American animated television series

The Adventures of Jimmy Neutron, Boy Genius (or just The Adventures of Jimmy Neutron and often shortened as Jimmy Neutron) is an American animated science fiction and adventure television series created by John A. Davis for Nickelodeon. The series was produced by DNA Productions in association with O Entertainment. It was the first Nickelodeon cartoon to be animated in computer-generated imagery (CGI), as well as the first television series from the channel to be based on a film. Set in the fictional town of Retroville in Texas, and serving as a sequel and spin-off to the film Jimmy Neutron: Boy Genius (2001), the series follows the adventures of the title character, Jimmy Neutron, a boy genius who is frequently accompanied by his best friends, Carl Wheezer and Sheen Estevez, with Jimmy's various inventions often going awry.

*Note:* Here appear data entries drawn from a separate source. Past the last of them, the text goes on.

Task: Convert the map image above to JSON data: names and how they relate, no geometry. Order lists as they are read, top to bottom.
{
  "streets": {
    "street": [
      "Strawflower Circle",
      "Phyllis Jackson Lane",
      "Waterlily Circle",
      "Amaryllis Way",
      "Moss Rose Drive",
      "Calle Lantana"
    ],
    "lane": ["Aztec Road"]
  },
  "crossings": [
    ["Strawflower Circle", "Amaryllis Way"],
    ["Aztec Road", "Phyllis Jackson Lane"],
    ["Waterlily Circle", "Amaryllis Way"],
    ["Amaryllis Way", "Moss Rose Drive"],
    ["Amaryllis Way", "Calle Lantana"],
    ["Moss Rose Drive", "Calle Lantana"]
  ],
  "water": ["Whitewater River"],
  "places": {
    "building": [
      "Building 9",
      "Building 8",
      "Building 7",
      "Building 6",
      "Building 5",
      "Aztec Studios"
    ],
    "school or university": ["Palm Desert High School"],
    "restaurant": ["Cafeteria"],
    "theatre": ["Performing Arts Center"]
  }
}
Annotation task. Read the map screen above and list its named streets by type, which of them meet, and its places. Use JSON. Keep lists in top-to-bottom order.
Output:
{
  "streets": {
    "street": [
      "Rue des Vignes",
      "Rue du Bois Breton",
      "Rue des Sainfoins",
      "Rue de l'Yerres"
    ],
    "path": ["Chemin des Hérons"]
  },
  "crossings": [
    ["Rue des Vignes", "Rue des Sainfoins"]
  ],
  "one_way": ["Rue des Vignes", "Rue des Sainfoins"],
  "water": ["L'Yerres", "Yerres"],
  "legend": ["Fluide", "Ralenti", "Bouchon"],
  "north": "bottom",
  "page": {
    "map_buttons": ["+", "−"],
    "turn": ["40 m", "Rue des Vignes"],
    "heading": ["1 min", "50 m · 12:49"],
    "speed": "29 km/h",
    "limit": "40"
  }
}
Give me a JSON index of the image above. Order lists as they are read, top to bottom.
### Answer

The series originally aired from July 20, 2002 to November 25, 2006 on Nickelodeon for three seasons comprising 64 episodes total, including three crossover specials with fellow Nickelodeon series, The Fairly OddParents. The series won two BMI Film & TV Awards, two Annie Awards and one Golden Reel Award. A spin-off, Planet Sheen, aired from 2010 to 2013.

==Premise==

The show follows a scientifically-minded boy named Jimmy Neutron from Retroville, Texas who frequently goes on adventures with his two best friends, Carl and Sheen, usually involving his inventions going wrong.

==Episodes==

| Season | Episodes |  | Originally released |  |
| First released | Last released |
| Pilot |  |  | September 7, 1998 |  |
| Film |  |  | December 21, 2001 |  |
| 1 | 19 |  | July 20, 2002 | September 5, 2003 |
| 2 | 17 |  | September 19, 2003 | July 9, 2004 |
| 3 | 19 |  | November 11, 2004 | November 25, 2006 |
| Specials | 3 |  | May 7, 2004 | July 21, 2006 |

===The Fairly OddParents crossover episodes===

There have also been three tie-ins with special episode crossovers involving the Nickelodeon hand-drawn style series The Fairly OddParents under the title "The Jimmy Timmy Power Hour" (the first alone, the second and third with the subtitles "When Nerds Collide!" and "The Jerkinators!," respectively); the five main characters from Jimmy Neutron meet with the main characters from The Fairly OddParents, Timmy, his godparents, and his two best friends Chester, and AJ, and often cross between each of their worlds of 2D and 3D animation.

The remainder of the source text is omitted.